Publishers of big journals ramp up efforts to ensure more transparency over what material has been fed into the likes of ChatGPT
Academic publishers have called for more protections and greater transparency over the way artificial intelligence chatbots are trained, amid a string of lawsuits seeking to protect copyrighted material.
There is considerable commentary by creatives, academics and other content creators, expressing concern at their work and intellectual property have been used artificial intelligence systems, such as LLMs, such a ChatGPT. These concerns aren’t helped when the creators of those systems will not divulge the training data or the sample material that was used to train them and the systems do not attribute the sources they have used, much less attribute them. This Times Higher Education story reports calls from academic publishers in response to this issue.
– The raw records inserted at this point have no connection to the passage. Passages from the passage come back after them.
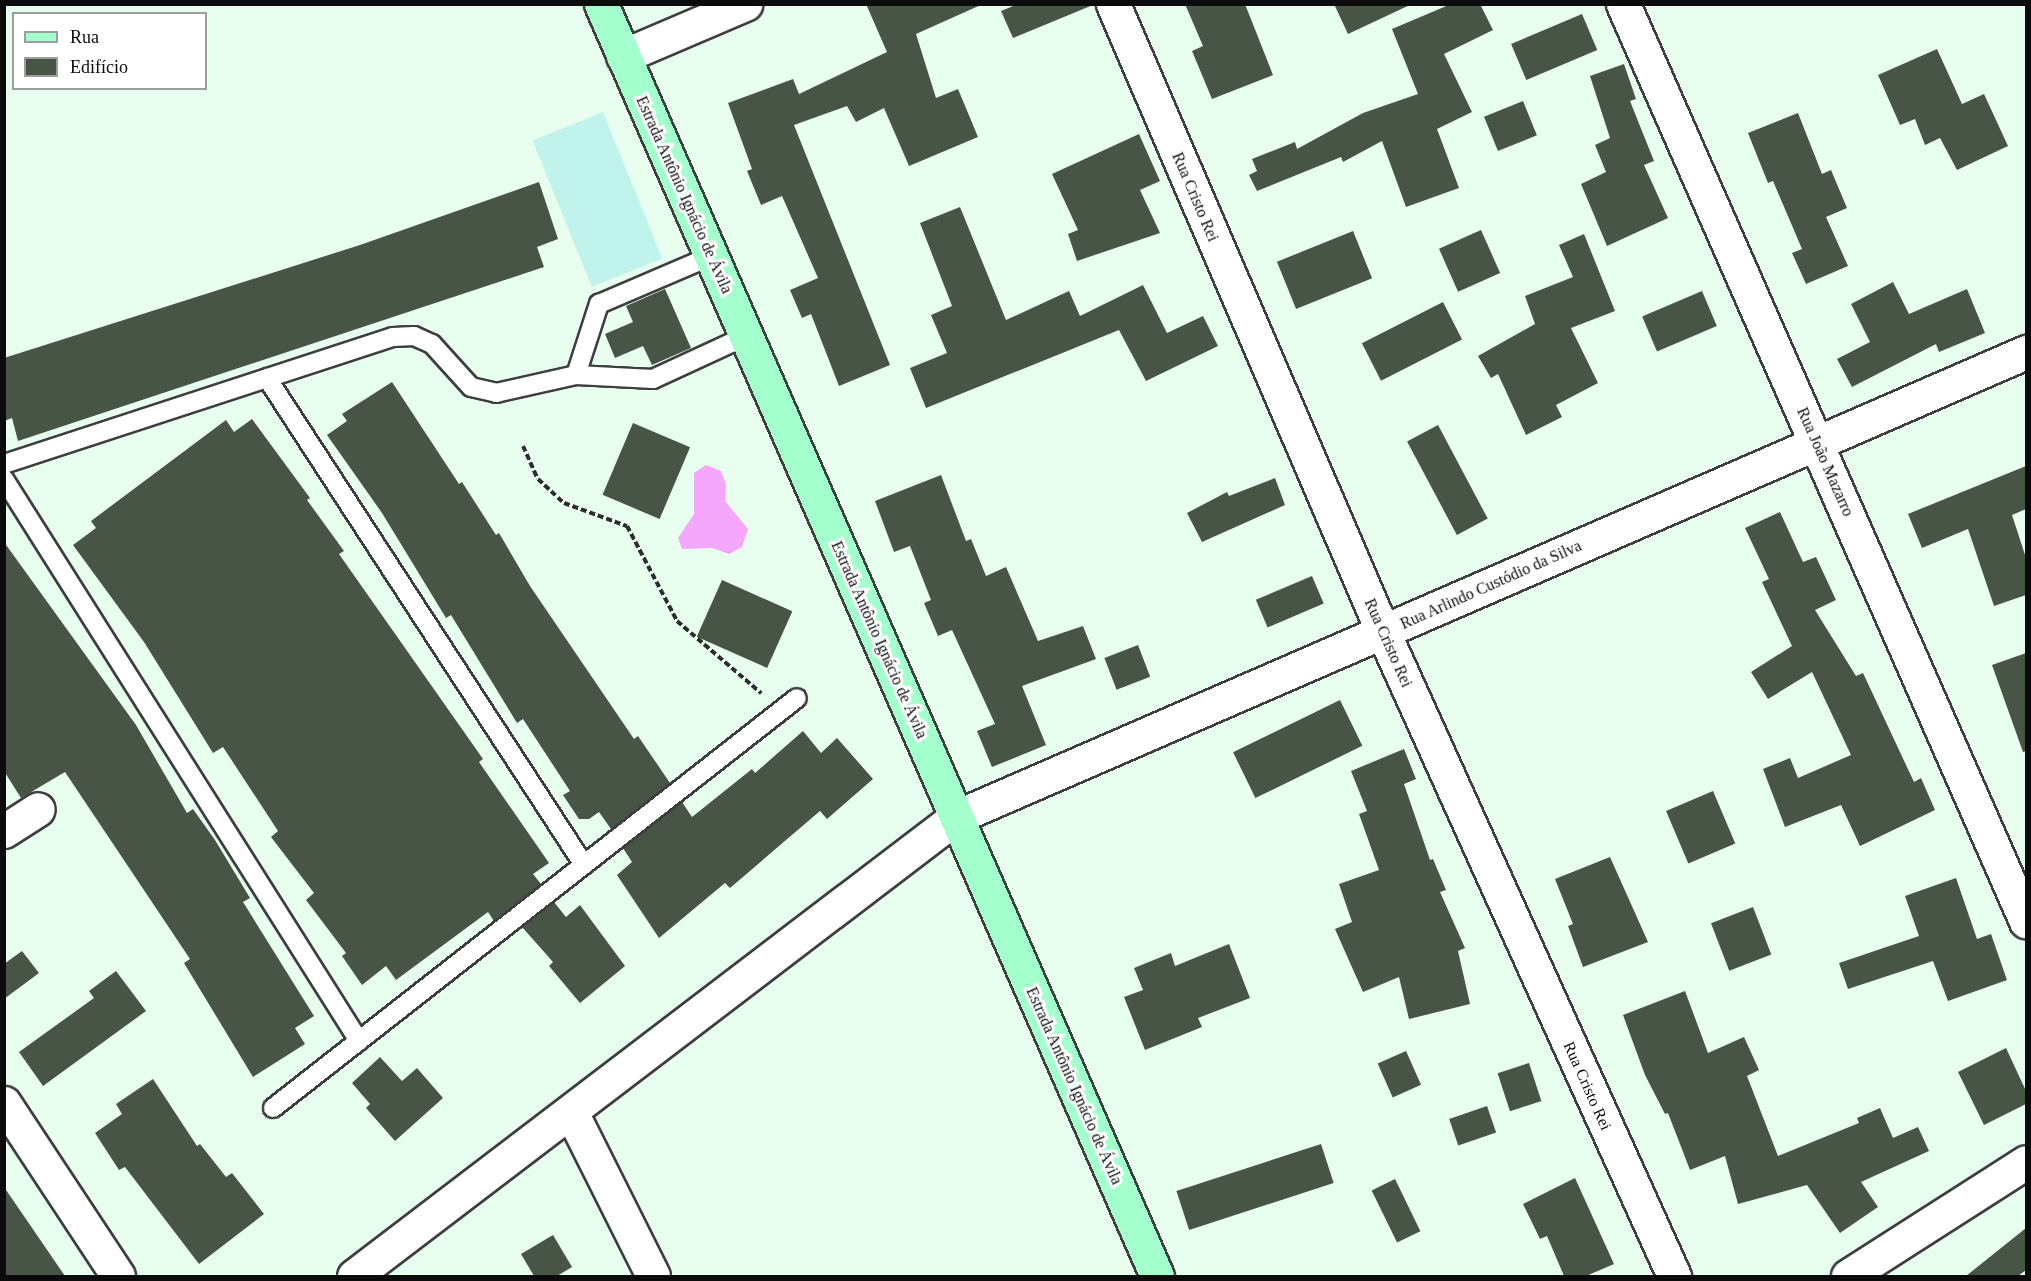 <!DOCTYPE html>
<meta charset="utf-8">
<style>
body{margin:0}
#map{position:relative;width:2031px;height:1281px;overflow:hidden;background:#e8fff0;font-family:Georgia,serif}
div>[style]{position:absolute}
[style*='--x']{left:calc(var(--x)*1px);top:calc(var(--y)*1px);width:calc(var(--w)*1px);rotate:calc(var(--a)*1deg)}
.pitch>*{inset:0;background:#c1f3ed;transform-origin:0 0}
.water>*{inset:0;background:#f5a8fb}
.building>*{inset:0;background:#475446;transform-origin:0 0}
.path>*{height:4px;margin-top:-2px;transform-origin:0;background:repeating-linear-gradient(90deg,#2d2d2d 0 6px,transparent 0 9px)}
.roads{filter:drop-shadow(2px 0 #3e3e3e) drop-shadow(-2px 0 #3e3e3e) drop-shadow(0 2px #3e3e3e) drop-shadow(0 -2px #3e3e3e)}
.lane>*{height:18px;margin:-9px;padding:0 9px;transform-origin:9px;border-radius:9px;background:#fff}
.street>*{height:33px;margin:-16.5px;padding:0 16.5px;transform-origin:16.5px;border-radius:16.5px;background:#fff}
.secondary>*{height:33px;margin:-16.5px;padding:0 16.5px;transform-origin:16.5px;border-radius:16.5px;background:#a3ffcb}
span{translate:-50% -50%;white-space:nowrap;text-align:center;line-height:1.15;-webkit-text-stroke:6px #fff;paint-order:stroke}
.street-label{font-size:16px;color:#0b0b0b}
.frame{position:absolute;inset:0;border:6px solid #0b0b0b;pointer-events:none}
.legend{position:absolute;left:12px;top:12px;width:195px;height:78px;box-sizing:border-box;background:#fff;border:2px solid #9d9d9d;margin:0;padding:8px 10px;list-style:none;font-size:18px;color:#0b0b0b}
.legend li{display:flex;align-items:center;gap:12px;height:30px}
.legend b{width:30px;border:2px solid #9d9d9d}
</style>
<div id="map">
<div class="pitch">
<i style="left:603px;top:112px;width:158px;height:76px;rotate:68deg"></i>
</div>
<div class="water">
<i style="clip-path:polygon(706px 465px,721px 471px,726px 485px,725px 501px,748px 529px,742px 547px,729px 554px,712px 548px,682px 549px,678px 538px,694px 514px,694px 473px)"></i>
</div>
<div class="building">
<i style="clip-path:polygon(866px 4px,983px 4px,916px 34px,936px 98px,958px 89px,978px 137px,909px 166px,884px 108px,856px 122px,847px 106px,794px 125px,890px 365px,839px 386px,811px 314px,802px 318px,790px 290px,818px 278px,782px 196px,761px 205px,747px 171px,752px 169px,728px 103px,793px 79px,799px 94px,887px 52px)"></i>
<i style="clip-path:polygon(1018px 4px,1092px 4px,1093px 5px,1013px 38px,1001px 11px)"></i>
<i style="clip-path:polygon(1185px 4px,1245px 4px,1273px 75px,1212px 99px,1192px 51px,1203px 46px)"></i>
<i style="clip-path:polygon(1334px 4px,1412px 4px,1348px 34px)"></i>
<i style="clip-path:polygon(1451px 4px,1480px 4px,1493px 30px,1444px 54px,1472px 112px,1437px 129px,1459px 188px,1406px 207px,1382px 141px,1343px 162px,1341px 157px,1257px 191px,1249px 175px,1257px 171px,1252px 159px,1295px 142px,1297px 149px,1363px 113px,1418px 94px,1392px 29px)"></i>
<i style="left:1582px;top:14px;width:39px;height:77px;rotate:67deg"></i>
<i style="clip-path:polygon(1937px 49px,1962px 104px,1984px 94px,2008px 146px,1957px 170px,1940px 138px,1925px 145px,1915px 119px,1900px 125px,1878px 75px)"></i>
<i style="clip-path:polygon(1624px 64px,1636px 99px,1630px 101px,1654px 161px,1644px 165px,1668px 218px,1607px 246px,1581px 184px,1606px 172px,1595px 145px,1610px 138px,1590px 76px)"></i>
<i style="left:1523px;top:101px;width:37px;height:42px;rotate:68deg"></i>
<i style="clip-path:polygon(1798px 113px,1822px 174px,1831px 170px,1847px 208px,1826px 217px,1848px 266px,1806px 284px,1792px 253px,1802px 249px,1773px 181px,1768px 183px,1748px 133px)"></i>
<i style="clip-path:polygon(1139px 134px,1160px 181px,1140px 190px,1160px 233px,1077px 261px,1068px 234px,1078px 230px,1052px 174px)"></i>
<i style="clip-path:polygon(539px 182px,558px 239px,537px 247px,544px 267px,18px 441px,12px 418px,4px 421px,4px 358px,360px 245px)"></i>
<i style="clip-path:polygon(960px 207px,1006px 320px,1069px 291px,1080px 316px,1143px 285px,1167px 333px,1203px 316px,1218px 346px,1146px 381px,1119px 330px,926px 408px,910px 368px,947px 353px,931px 315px,952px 306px,920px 223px)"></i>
<i style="left:1481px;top:230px;width:47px;height:46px;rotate:66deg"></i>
<i style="left:1353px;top:231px;width:51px;height:82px;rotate:68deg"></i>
<i style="clip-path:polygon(1584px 234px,1615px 311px,1571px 328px,1598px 383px,1556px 405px,1562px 417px,1526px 435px,1498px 374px,1491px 378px,1478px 356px,1535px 324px,1525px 296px,1573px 277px,1559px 245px)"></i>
<i style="clip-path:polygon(1893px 282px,1909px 314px,1967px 289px,1985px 333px,1939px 352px,1936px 344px,1852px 387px,1837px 359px,1870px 342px,1851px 304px)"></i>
<i style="clip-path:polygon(665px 289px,691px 348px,652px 365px,643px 346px,615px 358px,605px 334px,633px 322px,626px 306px)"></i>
<i style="left:1702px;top:291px;width:38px;height:65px;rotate:67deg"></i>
<i style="left:1443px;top:302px;width:42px;height:91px;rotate:63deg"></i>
<i style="clip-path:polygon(392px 382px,459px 484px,462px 482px,496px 535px,499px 533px,530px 586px,634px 739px,638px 736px,670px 783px,611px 829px,599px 812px,589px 819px,579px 819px,563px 795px,570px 791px,523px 719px,517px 723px,451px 615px,446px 618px,382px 513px,327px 435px,347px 421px,342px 414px)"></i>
<i style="clip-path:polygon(252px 419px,310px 498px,307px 500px,344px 551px,339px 554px,483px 759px,479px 762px,549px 863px,533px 874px,541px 884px,497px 918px,494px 921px,488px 912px,396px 980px,386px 966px,362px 985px,342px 956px,346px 953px,306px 900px,314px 893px,271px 837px,278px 831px,223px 747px,213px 753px,144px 642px,73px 545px,96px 528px,91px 521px,226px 420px,234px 432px)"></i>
<i style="left:633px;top:423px;width:62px;height:78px;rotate:23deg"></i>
<i style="left:1438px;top:425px;width:106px;height:35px;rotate:62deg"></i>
<i style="clip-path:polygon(2026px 466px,2026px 509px,2012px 515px,2026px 558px,2026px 595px,1994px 606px,1968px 529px,1922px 548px,1908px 514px)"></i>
<i style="clip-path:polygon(941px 475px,966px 541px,971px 539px,986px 576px,1006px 567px,1038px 641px,1083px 626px,1096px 659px,1022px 686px,1046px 745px,992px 767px,977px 731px,995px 724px,952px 630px,938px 636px,924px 603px,931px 600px,910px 546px,894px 552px,875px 501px)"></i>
<i style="clip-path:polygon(1275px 478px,1285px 505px,1202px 542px,1187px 513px,1227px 492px,1229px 496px)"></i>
<i style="clip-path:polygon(1780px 512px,1803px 562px,1816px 557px,1836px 600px,1815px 610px,1856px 676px,1863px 673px,1914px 782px,1921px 778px,1935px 810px,1860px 846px,1841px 805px,1785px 827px,1763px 769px,1790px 758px,1798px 778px,1851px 755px,1812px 672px,1768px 699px,1751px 672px,1792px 646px,1762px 582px,1769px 579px,1745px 528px)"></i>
<i style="clip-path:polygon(4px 542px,136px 725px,187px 813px,193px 809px,215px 840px,250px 898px,243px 902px,314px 1016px,295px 1028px,305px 1044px,253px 1077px,184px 963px,190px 959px,65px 772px,21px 798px,4px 771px)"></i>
<i style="left:1312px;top:576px;width:30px;height:61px;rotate:67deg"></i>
<i style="left:722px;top:580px;width:77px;height:62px;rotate:24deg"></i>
<i style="left:1138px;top:645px;width:34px;height:36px;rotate:69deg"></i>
<i style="clip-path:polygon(2026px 653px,2026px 751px,2023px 752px,1992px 665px)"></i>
<i style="left:1340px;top:700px;width:51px;height:119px;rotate:64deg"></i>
<i style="clip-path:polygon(803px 731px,821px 753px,837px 738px,873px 779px,827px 819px,820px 811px,730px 888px,725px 883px,659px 938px,617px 875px,632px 862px,623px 848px,682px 802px,692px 817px,752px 769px,755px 773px)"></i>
<i style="clip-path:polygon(1404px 749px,1416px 779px,1404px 784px,1430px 860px,1433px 859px,1446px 890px,1440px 892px,1465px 948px,1458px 951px,1470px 1004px,1409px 1019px,1399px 977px,1363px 992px,1335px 929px,1352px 922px,1339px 884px,1379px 870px,1359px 814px,1367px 811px,1351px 771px)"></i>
<i style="left:1713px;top:791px;width:57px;height:51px;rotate:67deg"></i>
<i style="clip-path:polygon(1610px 857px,1648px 942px,1583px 967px,1568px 926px,1573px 924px,1555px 879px)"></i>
<i style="clip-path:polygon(1956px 878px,1977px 939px,1991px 934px,2007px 980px,1948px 1001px,1933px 961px,1848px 989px,1839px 963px,1919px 936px,1905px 896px)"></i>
<i style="clip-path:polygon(554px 902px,566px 917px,580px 905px,625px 966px,580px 1003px,549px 966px,553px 962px,522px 927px)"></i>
<i style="left:1753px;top:907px;width:51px;height:45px;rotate:69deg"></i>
<i style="clip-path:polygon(1229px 944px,1250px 998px,1198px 1018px,1202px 1027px,1145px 1050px,1124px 997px,1143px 990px,1134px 968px,1171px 953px,1175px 966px)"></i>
<i style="clip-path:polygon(22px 951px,39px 973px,4px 999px,4px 964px)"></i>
<i style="clip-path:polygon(116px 971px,146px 1011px,43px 1086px,19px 1052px,94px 998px,89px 991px)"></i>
<i style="clip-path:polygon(1685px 991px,1708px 1053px,1744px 1037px,1759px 1070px,1747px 1076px,1778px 1156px,1859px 1123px,1857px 1118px,1880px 1108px,1893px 1138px,1918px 1127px,1929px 1151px,1861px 1182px,1878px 1207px,1840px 1233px,1807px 1185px,1738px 1204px,1725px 1156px,1690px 1170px,1668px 1113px,1665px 1114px,1645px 1075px,1623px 1015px)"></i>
<i style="clip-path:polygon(2006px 1048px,2026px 1091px,2026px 1104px,1984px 1125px,1958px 1072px)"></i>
<i style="left:1406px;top:1051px;width:37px;height:31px;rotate:66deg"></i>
<i style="clip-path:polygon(380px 1057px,402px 1081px,417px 1068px,443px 1098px,395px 1141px,366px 1108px,370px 1104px,352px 1083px)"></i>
<i style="left:1529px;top:1063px;width:40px;height:33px;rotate:72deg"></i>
<i style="clip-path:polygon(153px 1079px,197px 1146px,200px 1144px,226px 1177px,232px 1173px,264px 1214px,199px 1264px,125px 1167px,119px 1170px,95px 1133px,122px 1114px,116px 1104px)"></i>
<i style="left:1487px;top:1106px;width:28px;height:40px;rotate:71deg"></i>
<i style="left:1321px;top:1144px;width:41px;height:152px;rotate:72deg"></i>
<i style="clip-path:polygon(1575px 1178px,1614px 1264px,1586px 1276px,1564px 1276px,1547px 1236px,1540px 1239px,1523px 1204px)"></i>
<i style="left:1395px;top:1179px;width:58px;height:26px;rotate:64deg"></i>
<i style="clip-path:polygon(4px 1187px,65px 1276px,4px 1276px)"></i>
<i style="clip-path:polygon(2026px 1228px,2026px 1270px,2018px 1276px,1966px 1276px)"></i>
<i style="clip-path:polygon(553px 1235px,572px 1267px,557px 1276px,534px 1276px,521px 1254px)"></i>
</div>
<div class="path">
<i style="--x:523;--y:446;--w:36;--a:66"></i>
<i style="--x:538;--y:479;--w:35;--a:43"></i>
<i style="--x:564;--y:503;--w:67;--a:20.1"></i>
<i style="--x:627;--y:526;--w:107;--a:62.2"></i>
<i style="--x:677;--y:621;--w:111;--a:40.6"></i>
</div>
<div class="roads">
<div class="lane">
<i style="--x:576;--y:375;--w:75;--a:-72.1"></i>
<i style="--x:599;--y:304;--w:122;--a:-23.2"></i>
<i style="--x:267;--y:378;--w:581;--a:56.94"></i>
<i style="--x:4;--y:464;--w:409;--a:-18.1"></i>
<i style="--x:393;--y:337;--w:21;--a:-3"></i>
<i style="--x:414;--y:336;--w:20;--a:24"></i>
<i style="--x:432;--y:344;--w:58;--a:47.8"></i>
<i style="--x:471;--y:387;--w:26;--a:13"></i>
<i style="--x:496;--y:393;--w:82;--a:-12.7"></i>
<i style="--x:576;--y:375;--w:77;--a:3"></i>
<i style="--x:653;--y:379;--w:102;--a:-24.8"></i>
<i style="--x:4;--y:479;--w:665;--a:57.72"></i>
<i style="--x:273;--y:1108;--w:665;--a:-38.04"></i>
</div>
<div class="street">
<i style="--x:1113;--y:4;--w:684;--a:66.74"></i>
<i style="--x:1383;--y:632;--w:707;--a:65.68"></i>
<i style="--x:1623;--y:4;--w:1002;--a:66.28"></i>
<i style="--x:623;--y:56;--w:133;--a:-23.1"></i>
<i style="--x:4;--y:831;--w:40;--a:-32.9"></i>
<i style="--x:4;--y:1103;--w:207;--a:56.6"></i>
<i style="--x:571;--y:1112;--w:183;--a:63.4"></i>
<i style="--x:354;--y:1276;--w:757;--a:-37.32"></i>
<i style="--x:956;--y:817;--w:1167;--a:-23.49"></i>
<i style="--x:1848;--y:1276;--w:211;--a:-32.6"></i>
</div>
<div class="secondary">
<i style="--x:601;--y:4;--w:1388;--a:66.39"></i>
</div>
</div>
<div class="street-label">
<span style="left:684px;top:195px;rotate:66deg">Estrada Antônio Ignácio de Ávila</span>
<span style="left:1195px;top:197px;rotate:67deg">Rua Cristo Rei</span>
<span style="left:1825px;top:462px;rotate:66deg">Rua João Mazarro</span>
<span style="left:1491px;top:585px;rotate:-24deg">Rua Arlindo Custódio da Silva</span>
<span style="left:879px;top:640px;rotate:66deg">Estrada Antônio Ignácio de Ávila</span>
<span style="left:1388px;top:643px;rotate:66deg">Rua Cristo Rei</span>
<span style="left:1074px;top:1086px;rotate:66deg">Estrada Antônio Ignácio de Ávila</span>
<span style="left:1587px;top:1086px;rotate:66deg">Rua Cristo Rei</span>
</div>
<div class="frame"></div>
<ul class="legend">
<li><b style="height:8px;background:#a3ffcb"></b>Rua</li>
<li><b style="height:16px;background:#475446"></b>Edifício</li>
</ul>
</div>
Data “is going to prove to be the moat that companies protect themselves with against the onslaught of generative AI, especially large language models”, predicted Toby Walsh, Scientia professor of artificial intelligence at UNSW Sydney.
“I can’t imagine the publishers are going to watch as their intellectual property is ingested unpaid.”
Thomas Lancaster, a senior teaching fellow in computing at Imperial College London, agreed. “There are academic publishers out there who are very protective of their copyright, so I’m sure some are actively trying to work out what content is included in the GPT-4 archive,” he said.
“I wouldn’t be surprised if we see academic lawsuits in the future, but I suspect a lot will depend on any precedents that come through from the current claims.”